GIVEN RECORDS

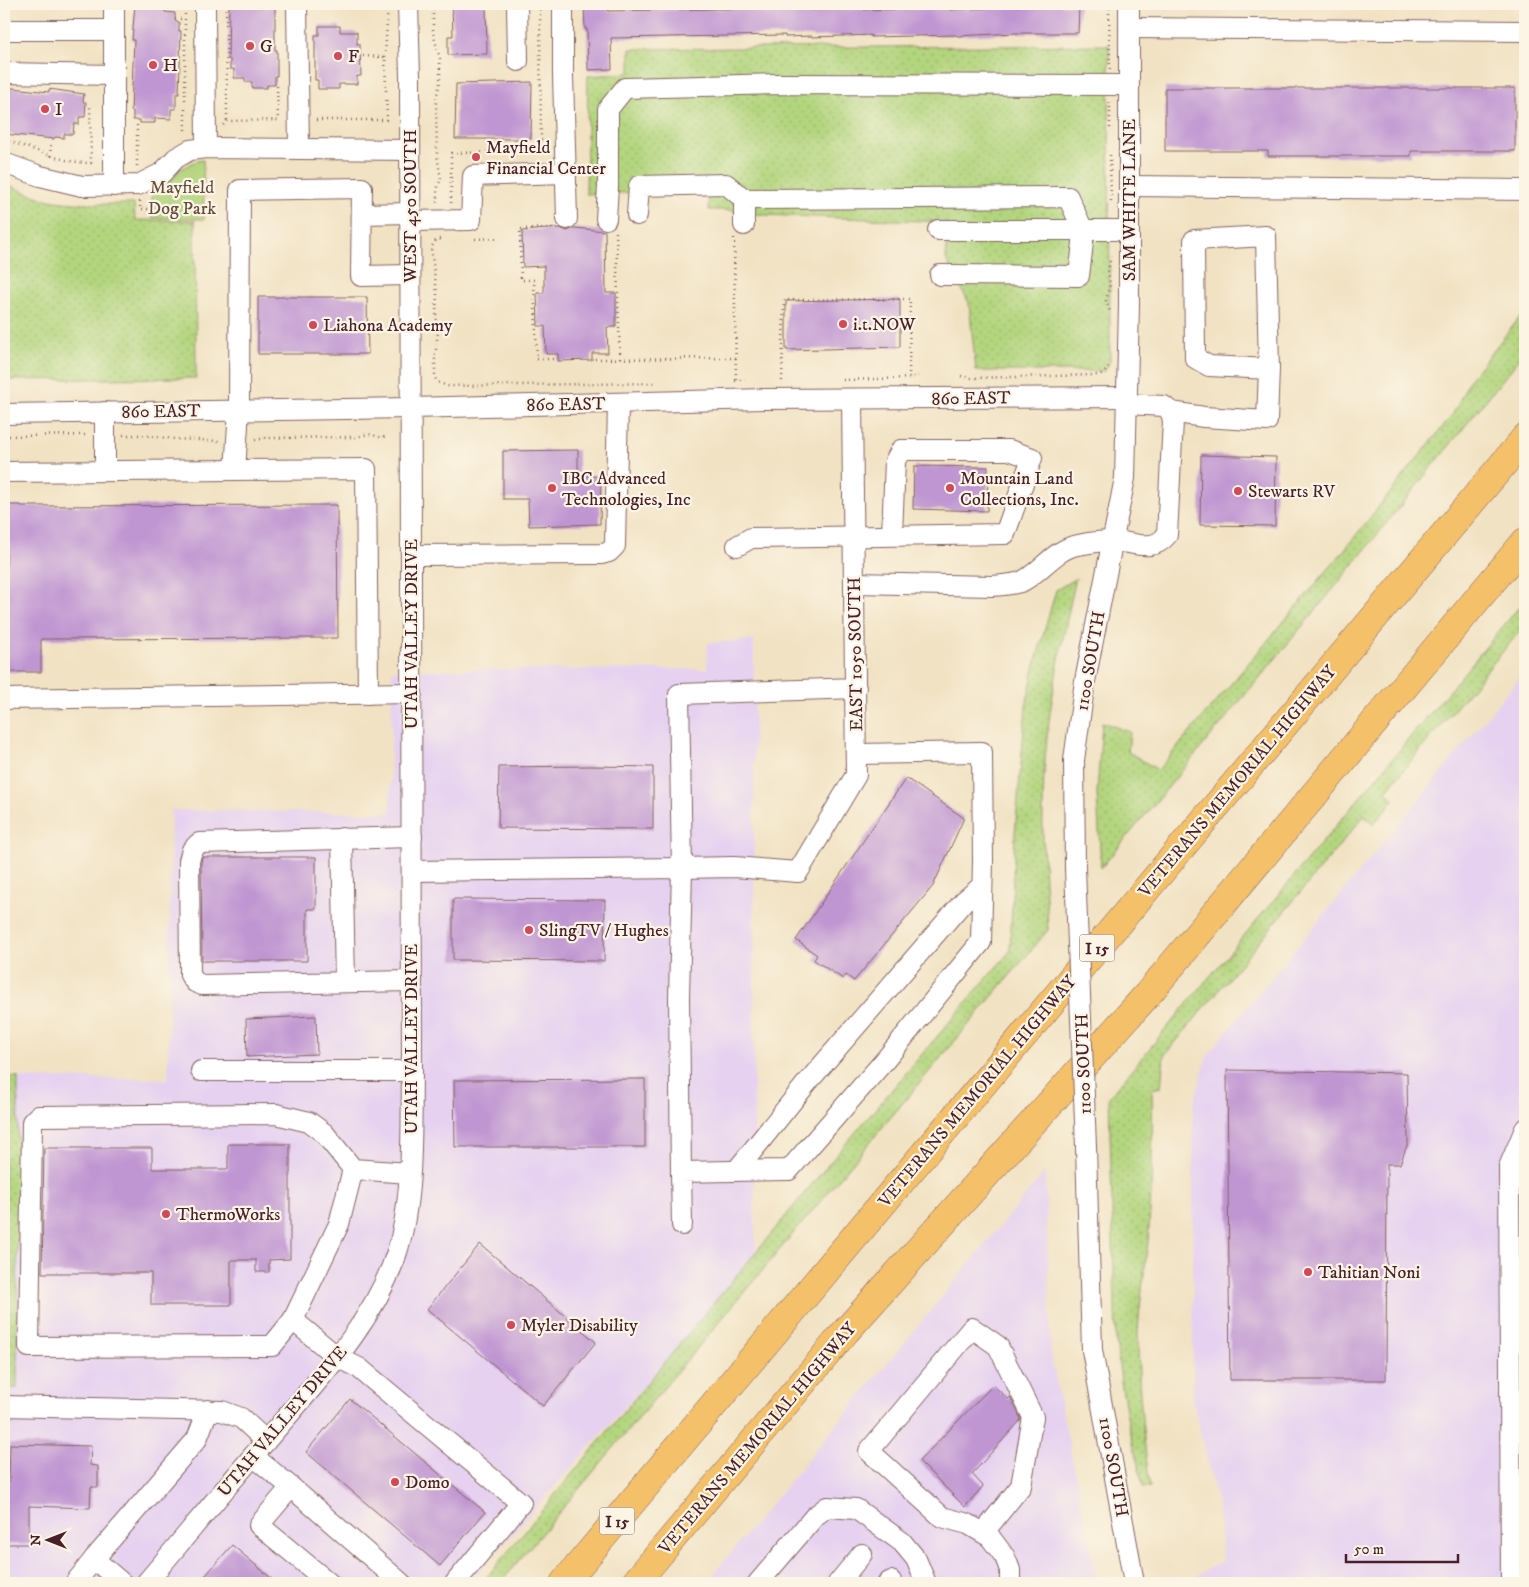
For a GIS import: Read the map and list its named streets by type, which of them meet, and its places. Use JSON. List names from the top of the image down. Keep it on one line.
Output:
{"streets":{"highway":["VETERANS MEMORIAL HIGHWAY","I 15"],"street":["SAM WHITE LANE","WEST 450 SOUTH","860 EAST","UTAH VALLEY DRIVE","EAST 1050 SOUTH","1100 SOUTH"]},"crossings":[["SAM WHITE LANE","860 EAST"],["SAM WHITE LANE","1100 SOUTH"],["WEST 450 SOUTH","860 EAST"],["WEST 450 SOUTH","UTAH VALLEY DRIVE"],["860 EAST","UTAH VALLEY DRIVE"],["860 EAST","EAST 1050 SOUTH"],["860 EAST","1100 SOUTH"]],"parks":["Mayfield Dog Park"],"places":["G","F","H","I","Mayfield Financial Center","i.t.NOW","Liahona Academy","IBC Advanced Technologies, Inc","Mountain Land Collections, Inc.","Stewarts RV","SlingTV / Hughes","ThermoWorks","Tahitian Noni","Myler Disability","Domo"],"scale_bar":"50 m","north":"left"}
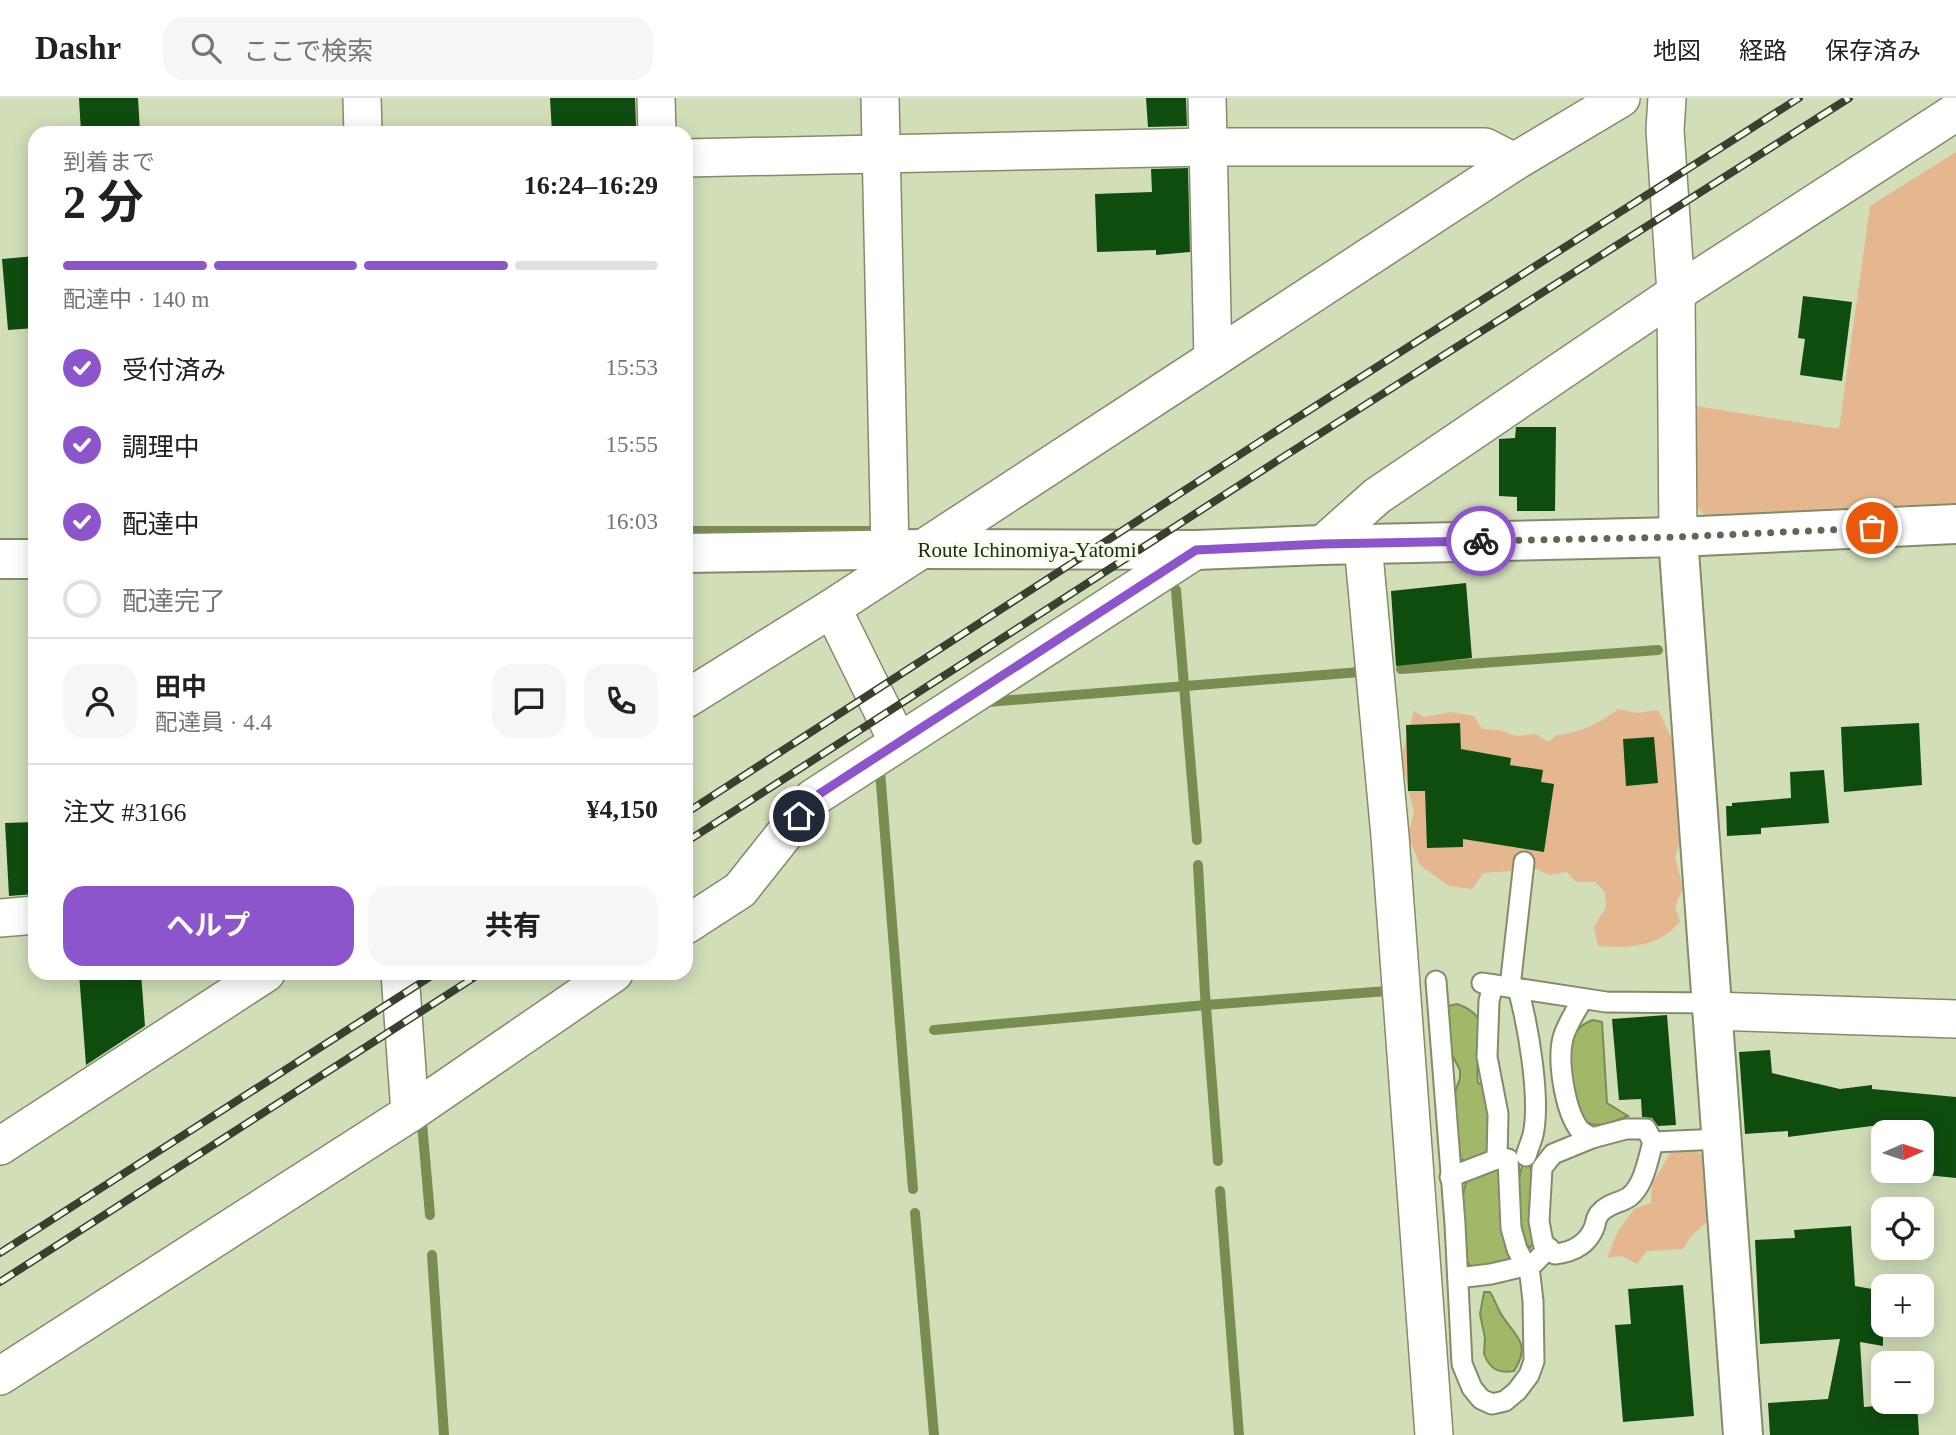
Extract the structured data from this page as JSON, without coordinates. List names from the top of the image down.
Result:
{
  "streets": {
    "main road": ["Route Ichinomiya-Yatomi"]
  },
  "north": "right",
  "page": {
    "header": "Dashr",
    "search": "ここで検索",
    "nav": ["地図", "経路", "保存済み"],
    "heading": ["2 分", "到着まで", "16:24–16:29"],
    "panel": [
      "田中",
      "配達員 · 4.4",
      "注文 #3166",
      "¥4,150"
    ],
    "bar": "配達中 · 140 m",
    "list": [
      ["受付済み", "15:53"],
      ["調理中", "15:55"],
      ["配達中", "16:03"],
      "配達完了"
    ],
    "buttons": ["ヘルプ", "共有"],
    "map_buttons": ["+", "−"]
  }
}
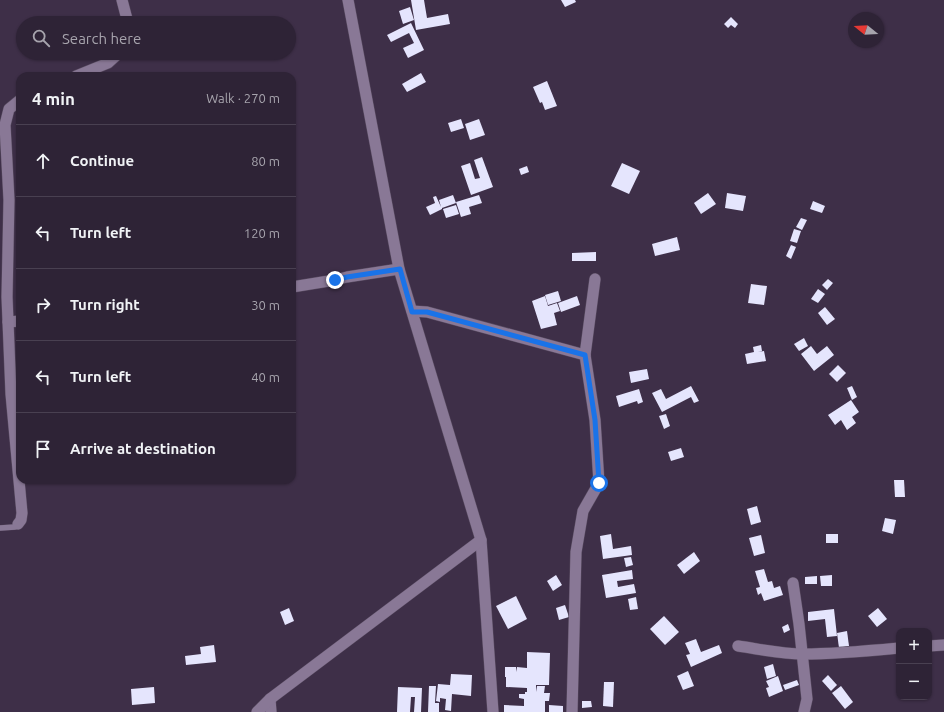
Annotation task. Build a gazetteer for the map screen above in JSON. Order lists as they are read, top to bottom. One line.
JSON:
{"north":"left","page":{"search":"Search here","heading":["4 min","Walk · 270 m"],"list":[["Continue","80 m"],["Turn left","120 m"],["Turn right","30 m"],["Turn left","40 m"],"Arrive at destination"],"map_buttons":["+","−"]}}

EXERCISE
Copy each line of the records that has "names" in it.

SOLVED PROBLEM
For a GIS import: Read the map and list its named streets by type, which of them meet, and its places. Use JSON. List names from the top of the image down. Keep it on one line.
Extract the structured data from this page as JSON, without coordinates. List names from the top of the image down.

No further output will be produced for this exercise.